In Jonah 3 God sent Jonah to Nineveh with the message that in 40 days Nineveh SHALL BE overthrown.
From Jer 18:8 God has promised that "If that nation, against whom I have pronounced, turn from their evil, I will repent of the evil that I thought to do unto them." God also promised "If it do evil in my sight, that it obey not my voice, then I will repent of the good, wherewith I said I would benefit them." v10 God cannot break His promises and lie.
Upon hearing Jonah, the king of Nineveh lead the city to repent, they turned from their evil. And God did as He said He would do in Jer 18:8 in Jonah 3:10 "And God saw their works, that they turned from their evil way; and God repented of the evil, that he had said that he would do unto them; and he did it not."
Nineveh of its own freewill chose to repent, turned from its evil. So God repented, changed, altered His course of action from overthrowing Nineveh as He said He would in Jonah 3:4.
A second point I would add is the bible expresses God's will in at least 3 different ways:
1) God's permissive will where God simply allows some thing to happen. In Rom 1:24ff Gentiles chose of their own freewill to do that which was evil and God allowed them to do so, God "gave them up" permitting them pursue the evil they chose to do.
2) God's decretive will. When God created the universe He decreed it into existence, no one can thwart what God decrees.
3) God's perceptive will, unlike what God decrees, His perceptive will is what God desires, wishes men would do.
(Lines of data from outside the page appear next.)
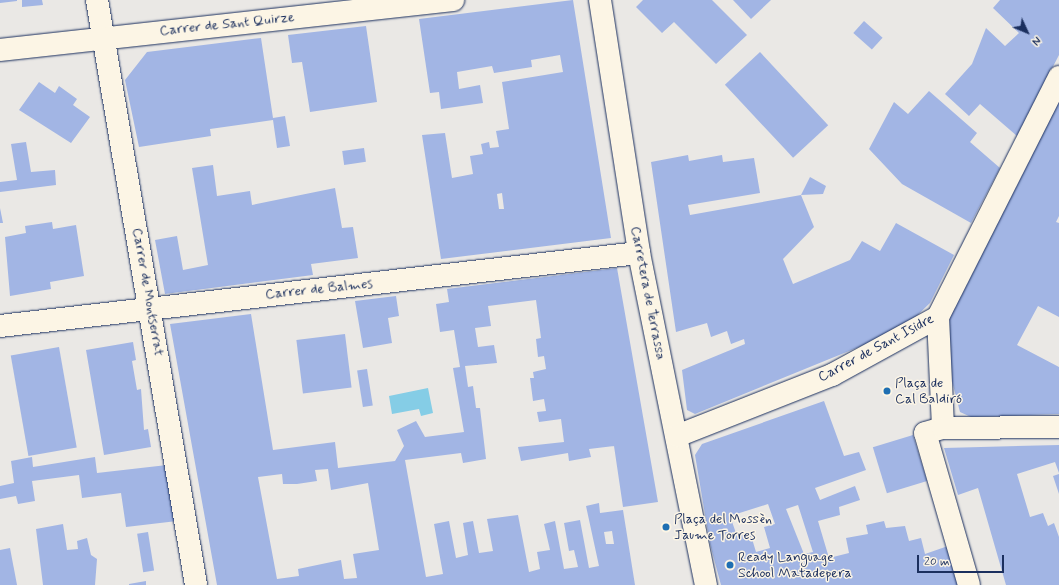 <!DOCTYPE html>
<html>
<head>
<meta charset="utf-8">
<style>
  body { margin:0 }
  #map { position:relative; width:1059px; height:585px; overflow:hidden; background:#eae8e5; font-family:Mynerve,sans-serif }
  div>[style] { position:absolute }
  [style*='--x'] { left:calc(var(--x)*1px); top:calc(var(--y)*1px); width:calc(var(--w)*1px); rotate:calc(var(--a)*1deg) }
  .water>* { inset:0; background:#85cde6 }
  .building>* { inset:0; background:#a2b5e4; transform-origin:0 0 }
  .roads { filter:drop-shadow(0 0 1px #1b2f5e) drop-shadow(0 0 1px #1b2f5e) }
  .street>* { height:22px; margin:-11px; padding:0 11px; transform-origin:11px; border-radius:11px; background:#fcf5e5 }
  .dots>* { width:11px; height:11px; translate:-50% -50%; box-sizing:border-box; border:2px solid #fcf5e5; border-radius:50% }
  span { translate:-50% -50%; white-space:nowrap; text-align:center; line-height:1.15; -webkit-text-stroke:3px #fcf5e5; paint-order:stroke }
  .street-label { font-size:14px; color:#1b2f5e }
  .poi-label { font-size:14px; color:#1b2f5e }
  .left { translate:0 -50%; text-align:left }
  .north { position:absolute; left:1007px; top:12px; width:40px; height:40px; -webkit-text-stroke:3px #fcf5e5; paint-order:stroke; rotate:134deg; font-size:11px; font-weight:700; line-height:16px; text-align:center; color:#1b2f5e }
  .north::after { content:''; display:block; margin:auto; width:14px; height:18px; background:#1b2f5e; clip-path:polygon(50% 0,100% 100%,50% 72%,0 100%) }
  .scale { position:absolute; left:917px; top:555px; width:87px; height:18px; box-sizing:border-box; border:2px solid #1b2f5e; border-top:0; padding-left:5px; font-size:12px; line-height:14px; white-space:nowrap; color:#1b2f5e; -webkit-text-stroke:3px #fcf5e5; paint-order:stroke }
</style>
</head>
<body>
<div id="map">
  <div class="water">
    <i style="clip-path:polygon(428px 388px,433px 413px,421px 416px,419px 409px,392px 414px,389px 396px)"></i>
  </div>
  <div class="building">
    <i style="clip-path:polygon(0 0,17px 0,17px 1px,0 3px)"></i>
    <i style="clip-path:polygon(22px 0,42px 0,43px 5px,22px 7px)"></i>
    <i style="clip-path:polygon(evenodd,573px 0,611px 238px,441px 259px,422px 135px,445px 133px,452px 178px,473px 174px,470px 156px,483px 154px,481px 144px,489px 142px,490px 148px,499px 147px,496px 131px,509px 129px,502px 82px,563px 72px,560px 55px,531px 60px,532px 67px,494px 73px,492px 66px,457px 72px,459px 89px,480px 85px,483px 103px,441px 109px,439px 92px,430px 93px,419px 19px,573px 0,502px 193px,504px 209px,499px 209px,497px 194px,502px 193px)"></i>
    <i style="clip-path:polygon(643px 0,712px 0,747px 35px,716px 64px,674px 22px,662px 33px,636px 7px)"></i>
    <i style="clip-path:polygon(733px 0,771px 0,751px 19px)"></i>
    <i style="clip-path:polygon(1000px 0,1059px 0,1059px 55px,1017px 136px,980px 104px,969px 116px,945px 94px,972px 64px,986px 28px,1005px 46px,1019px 33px,993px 8px)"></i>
    <i style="left:864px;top:21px;width:25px;height:16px;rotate:42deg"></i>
    <i style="clip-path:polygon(366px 26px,377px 102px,310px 112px,302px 62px,292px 63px,288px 35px)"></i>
    <i style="clip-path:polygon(261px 38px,273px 118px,285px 116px,290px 146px,277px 148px,273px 120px,210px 129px,211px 136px,139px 147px,125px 80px,147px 52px)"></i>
    <i style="left:760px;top:52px;width:100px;height:48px;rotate:47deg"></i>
    <i style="clip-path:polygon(39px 82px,55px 93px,59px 86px,77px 99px,73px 105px,90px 117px,71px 143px,19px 110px)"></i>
    <i style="clip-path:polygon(929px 91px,977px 133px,970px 142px,1000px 168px,971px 223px,902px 184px,869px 149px,894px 102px,908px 114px)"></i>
    <i style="clip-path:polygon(1059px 96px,1059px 216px,1056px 222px,1059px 223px,1059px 317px,1038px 306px,1017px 345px,1059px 367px,1059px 414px,971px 417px,960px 412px,952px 381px,947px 311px)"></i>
    <i style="clip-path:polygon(26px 142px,31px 172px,55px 170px,56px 185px,0 192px,0 182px,17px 180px,11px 144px)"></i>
    <i style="left:364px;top:148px;width:14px;height:22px;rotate:82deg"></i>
    <i style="clip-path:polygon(688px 155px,689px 161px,722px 155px,723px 162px,754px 158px,760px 193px,688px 205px,690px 215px,801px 195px,810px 177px,826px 186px,823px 194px,801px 195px,814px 227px,783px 259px,793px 284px,850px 260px,862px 241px,880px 251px,896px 223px,954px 255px,930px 303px,903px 329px,695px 414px,687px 410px,682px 370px,745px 344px,744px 339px,731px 344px,727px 331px,711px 337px,707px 323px,676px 332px,651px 162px)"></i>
    <i style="clip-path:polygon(213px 165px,217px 196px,250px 191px,252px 205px,335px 188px,342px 228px,353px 227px,358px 258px,311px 264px,313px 275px,165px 294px,155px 240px,177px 236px,183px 270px,208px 265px,192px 168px)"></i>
    <i style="clip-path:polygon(0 208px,3px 223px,0 223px)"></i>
    <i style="clip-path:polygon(52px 222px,53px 229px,76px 225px,84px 276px,50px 282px,51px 289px,10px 296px,5px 237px,26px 233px,25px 226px)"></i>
    <i style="clip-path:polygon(evenodd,617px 268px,658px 502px,623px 507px,614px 446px,589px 449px,591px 457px,569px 461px,568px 453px,521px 461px,518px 447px,564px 442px,561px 419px,539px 422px,537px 412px,546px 411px,544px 399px,533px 401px,530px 378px,534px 378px,533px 372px,546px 369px,544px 356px,538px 357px,536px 339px,541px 338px,536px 300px,488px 306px,491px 326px,475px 328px,478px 347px,494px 345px,497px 363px,465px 366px,468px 387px,473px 386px,476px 408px,480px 408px,486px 459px,463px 463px,461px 453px,405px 460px,426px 577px,443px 574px,434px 524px,449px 521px,456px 558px,468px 555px,463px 523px,473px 521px,479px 553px,493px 551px,487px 519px,518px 515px,529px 572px,540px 569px,537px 552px,550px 550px,544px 524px,555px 521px,564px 569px,578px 567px,574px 550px,569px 551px,564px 523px,580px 520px,589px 568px,599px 566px,586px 506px,599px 503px,600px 513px,623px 510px,635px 585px,217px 585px,170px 324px,251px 314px,273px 450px,335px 442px,338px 468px,395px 461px,404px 446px,397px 430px,416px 421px,425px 437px,464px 432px,453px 368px,460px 367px,454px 330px,440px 332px,436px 304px,449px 302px,447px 289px,617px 268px,328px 469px,331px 490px,368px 483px,379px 550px,353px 554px,357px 578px,344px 579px,341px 560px,298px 569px,299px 576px,277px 579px,258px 477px,282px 474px,283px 484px,297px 484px,317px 481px,315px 470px,328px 469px,617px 268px,612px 531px,614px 544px,606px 544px,604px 532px,612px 531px)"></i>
    <i style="clip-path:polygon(396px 296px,399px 316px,388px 318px,392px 343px,363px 348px,355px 301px)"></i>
    <i style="left:345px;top:334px;width:54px;height:49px;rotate:83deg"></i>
    <i style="clip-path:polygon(133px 342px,136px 360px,132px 361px,137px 390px,141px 389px,144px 430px,148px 429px,151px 447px,104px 455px,86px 350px)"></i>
    <i style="left:59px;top:347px;width:102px;height:49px;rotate:80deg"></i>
    <i style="left:367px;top:369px;width:37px;height:10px;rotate:81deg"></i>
    <i style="clip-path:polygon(evenodd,824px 401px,844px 456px,859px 452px,866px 470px,815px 488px,820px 500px,855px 486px,860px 500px,839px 507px,840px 515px,818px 521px,829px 558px,849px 553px,846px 538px,868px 534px,866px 525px,884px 521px,886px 528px,905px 526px,909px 541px,921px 538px,925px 554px,948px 546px,960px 585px,721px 585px,710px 544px,695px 455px,702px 444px,824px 401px,768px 504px,775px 524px,764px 527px,770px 548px,756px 552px,750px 532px,737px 536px,730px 516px,768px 504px,824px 401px,798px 505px,813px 552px,804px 554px,786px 509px,798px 505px)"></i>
    <i style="left:913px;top:435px;width:48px;height:42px;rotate:73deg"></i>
    <i style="clip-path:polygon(1059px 445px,1059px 473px,1055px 462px,1017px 474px,1030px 517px,1043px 513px,1048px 526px,1054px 523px,1059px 537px,1059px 585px,1006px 585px,978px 488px,958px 495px,944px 448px)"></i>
    <i style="clip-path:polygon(32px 457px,33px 467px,95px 457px,97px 473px,167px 465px,177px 521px,126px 527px,121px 493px,82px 498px,79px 475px,32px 481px,35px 501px,18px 504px,16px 496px,0 499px,0 486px,14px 483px,11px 461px)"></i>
    <i style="clip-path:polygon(1059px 474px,1059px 494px,1053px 476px)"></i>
    <i style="clip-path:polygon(63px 524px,67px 550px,78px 549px,77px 541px,87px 538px,91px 555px,97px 559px,95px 585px,43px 585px,36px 529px)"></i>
    <i style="left:148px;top:532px;width:39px;height:11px;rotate:81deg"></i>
    <i style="clip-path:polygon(10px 548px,17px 585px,0 585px,0 550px)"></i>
    <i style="clip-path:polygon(146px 581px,146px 585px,129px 585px,129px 584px)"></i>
  </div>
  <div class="roads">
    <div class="street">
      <i style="--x:97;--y:0;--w:593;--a:80.39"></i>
      <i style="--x:600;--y:0;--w:256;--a:81.2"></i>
      <i style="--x:639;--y:253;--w:339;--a:78.6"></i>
      <i style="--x:0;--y:50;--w:456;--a:-6.3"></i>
      <i style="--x:938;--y:317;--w:111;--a:87.4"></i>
      <i style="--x:0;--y:326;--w:643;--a:-6.52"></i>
      <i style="--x:677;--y:436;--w:167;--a:-21.5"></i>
      <i style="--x:832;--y:375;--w:121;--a:-28.7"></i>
      <i style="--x:938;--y:317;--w:269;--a:-63.2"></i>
      <i style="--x:969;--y:585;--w:158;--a:-106.1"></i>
      <i style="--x:925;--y:433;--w:19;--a:-16"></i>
      <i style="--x:943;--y:428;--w:116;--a:-0.5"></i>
    </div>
  </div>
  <div class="dots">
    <i style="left:887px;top:391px;background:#1f6fb2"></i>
    <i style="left:666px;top:527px;background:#1f6fb2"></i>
    <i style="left:730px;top:565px;background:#1f6fb2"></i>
  </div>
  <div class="street-label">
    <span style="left:227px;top:24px;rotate:-6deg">Carrer de Sant Quirze</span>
    <span style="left:319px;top:289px;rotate:-6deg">Carrer de Balmes</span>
    <span style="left:148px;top:292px;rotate:80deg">Carrer de Montserrat</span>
    <span style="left:648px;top:293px;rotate:79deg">Carretera de Terrassa</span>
    <span style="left:876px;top:348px;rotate:-28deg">Carrer de Sant Isidre</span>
  </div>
  <div class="poi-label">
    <span class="left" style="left:895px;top:391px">Plaça de<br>Cal Baldiró</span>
    <span class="left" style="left:674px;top:527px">Plaça del Mossèn<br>Jaume Torres</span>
    <span class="left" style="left:738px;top:565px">Ready Language<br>School Matadepera</span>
  </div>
  <div class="north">N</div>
  <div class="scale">20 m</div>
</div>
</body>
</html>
God made salvation available to man through Christ, so God desires, wishes all men would obey by repenting and be saved 2 Pet 3:9; Heb 5:9. Unlike God's decretive will, God does not always get what His perceptive will wishes men would do, as in Mt 23:37, Christ "would" but those Jews "would not".
Therefore when you speak of God's will, it must be understood within the context which of these three is being expressed.